D. Run the instance on a licensed host with termination set for 90 days.
Question 470
A bank is designing an online customer service portal where customers can chat with customer service agents. The portal is required to maintain a 15-minuteRPO or RTO in case of a regional disaster. Banking regulations require that all customer service chat transcripts must be preserved on durable storage for at least7 years, chat conversations must be encrypted in-flight, and transcripts must be encrypted at rest. The Data Loss Prevention team requires that data at rest must be encrypted using a key that the team controls, rotates, and revokes.
Which design meets these requirements?
A. The chat application logs each chat message into Amazon CloudWatch Logs. A scheduled AWS Lambda function invokes a CloudWatch Logs CreateExportTask every 5 minutes to export chat transcripts to Amazon S3. The S3 bucket is configured for cross-region replication to the backup region. Separate AWS KMS keys are specified for the CloudWatch Logs group and the S3 bucket.
B. The chat application logs each chat message into two different Amazon CloudWatch Logs groups in two different regions, with the same AWS KMS key applied. Both CloudWatch Logs groups are configured to export logs into an Amazon Glacier vault with a 7-year vault lock policy with a KMS key specified.

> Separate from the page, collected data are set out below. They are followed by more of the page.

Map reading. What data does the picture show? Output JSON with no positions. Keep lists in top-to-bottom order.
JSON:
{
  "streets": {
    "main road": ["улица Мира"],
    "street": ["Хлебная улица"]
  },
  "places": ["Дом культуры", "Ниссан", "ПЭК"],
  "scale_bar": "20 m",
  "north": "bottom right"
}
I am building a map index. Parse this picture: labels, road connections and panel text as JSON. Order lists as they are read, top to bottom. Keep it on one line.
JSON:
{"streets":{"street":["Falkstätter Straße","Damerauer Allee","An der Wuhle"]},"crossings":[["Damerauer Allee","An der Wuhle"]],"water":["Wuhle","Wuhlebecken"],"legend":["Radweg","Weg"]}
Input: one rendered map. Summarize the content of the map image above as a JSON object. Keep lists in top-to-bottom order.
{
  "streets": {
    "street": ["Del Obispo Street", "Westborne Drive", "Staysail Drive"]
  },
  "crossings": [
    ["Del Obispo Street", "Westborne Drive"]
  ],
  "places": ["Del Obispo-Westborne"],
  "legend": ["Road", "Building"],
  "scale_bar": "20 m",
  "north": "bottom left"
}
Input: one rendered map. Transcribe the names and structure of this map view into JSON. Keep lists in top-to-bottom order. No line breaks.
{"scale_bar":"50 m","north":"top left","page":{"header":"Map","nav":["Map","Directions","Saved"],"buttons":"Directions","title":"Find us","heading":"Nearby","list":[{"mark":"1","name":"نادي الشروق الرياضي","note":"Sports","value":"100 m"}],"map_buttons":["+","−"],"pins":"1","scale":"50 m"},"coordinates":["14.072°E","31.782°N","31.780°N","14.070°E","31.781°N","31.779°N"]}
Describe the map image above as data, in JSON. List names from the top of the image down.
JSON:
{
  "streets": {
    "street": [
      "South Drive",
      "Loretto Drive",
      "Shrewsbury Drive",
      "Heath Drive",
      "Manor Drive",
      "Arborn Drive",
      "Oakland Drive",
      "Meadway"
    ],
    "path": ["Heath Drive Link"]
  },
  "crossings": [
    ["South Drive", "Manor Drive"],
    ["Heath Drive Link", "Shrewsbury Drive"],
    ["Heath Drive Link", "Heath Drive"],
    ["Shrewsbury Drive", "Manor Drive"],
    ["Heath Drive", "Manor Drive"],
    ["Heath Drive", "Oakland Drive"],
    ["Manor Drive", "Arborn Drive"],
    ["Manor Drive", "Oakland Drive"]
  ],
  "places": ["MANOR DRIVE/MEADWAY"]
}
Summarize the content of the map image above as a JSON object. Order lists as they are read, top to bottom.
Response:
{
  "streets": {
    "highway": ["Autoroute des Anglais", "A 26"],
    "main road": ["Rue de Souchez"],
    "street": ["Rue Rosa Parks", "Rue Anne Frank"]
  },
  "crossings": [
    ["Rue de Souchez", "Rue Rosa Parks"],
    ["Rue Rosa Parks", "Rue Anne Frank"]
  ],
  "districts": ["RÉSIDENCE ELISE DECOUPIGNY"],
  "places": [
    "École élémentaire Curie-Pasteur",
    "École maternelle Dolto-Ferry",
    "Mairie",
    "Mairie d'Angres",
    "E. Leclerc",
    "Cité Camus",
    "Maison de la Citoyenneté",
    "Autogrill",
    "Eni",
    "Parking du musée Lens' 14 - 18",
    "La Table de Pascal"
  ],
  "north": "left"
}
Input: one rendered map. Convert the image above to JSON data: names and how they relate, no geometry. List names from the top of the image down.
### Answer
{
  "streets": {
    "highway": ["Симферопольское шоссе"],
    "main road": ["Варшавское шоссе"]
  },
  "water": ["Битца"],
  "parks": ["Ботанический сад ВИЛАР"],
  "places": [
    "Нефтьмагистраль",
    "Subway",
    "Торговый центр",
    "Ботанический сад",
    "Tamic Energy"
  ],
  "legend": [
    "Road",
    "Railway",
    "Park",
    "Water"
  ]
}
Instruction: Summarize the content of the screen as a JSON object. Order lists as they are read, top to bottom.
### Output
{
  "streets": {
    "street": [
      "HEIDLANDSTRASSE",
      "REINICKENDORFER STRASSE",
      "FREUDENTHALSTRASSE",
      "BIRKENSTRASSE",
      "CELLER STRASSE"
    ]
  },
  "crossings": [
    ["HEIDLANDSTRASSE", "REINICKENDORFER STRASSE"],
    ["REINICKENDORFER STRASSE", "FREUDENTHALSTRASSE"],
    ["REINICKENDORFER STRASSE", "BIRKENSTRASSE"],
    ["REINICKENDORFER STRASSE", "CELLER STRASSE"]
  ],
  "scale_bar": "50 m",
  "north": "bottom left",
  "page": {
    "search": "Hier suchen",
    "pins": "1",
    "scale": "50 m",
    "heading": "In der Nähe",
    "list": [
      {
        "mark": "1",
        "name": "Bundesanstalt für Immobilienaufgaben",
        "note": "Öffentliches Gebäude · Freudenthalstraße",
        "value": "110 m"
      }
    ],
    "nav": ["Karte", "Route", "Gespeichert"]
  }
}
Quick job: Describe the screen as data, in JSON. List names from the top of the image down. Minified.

C. The chat application logs each chat message into Amazon CloudWatch Logs. A subscription filter on the CloudWatch Logs group feeds into an Amazon Kinesis Data Firehose which streams the chat messages into an Amazon S3 bucket in the backup region. Separate AWS KMS keys are specified for the CloudWatch Logs group and the Kinesis Data Firehose.
D. The chat application logs each chat message into Amazon CloudWatch Logs. The CloudWatch Logs group is configured to export logs into an Amazon Glacier vault with a 7-year vault lock policy. Glacier cross-region replication mirrors chat archives to the backup region. Separate AWS KMS keys are specified for the CloudWatch Logs group and the Amazon Glacier vault.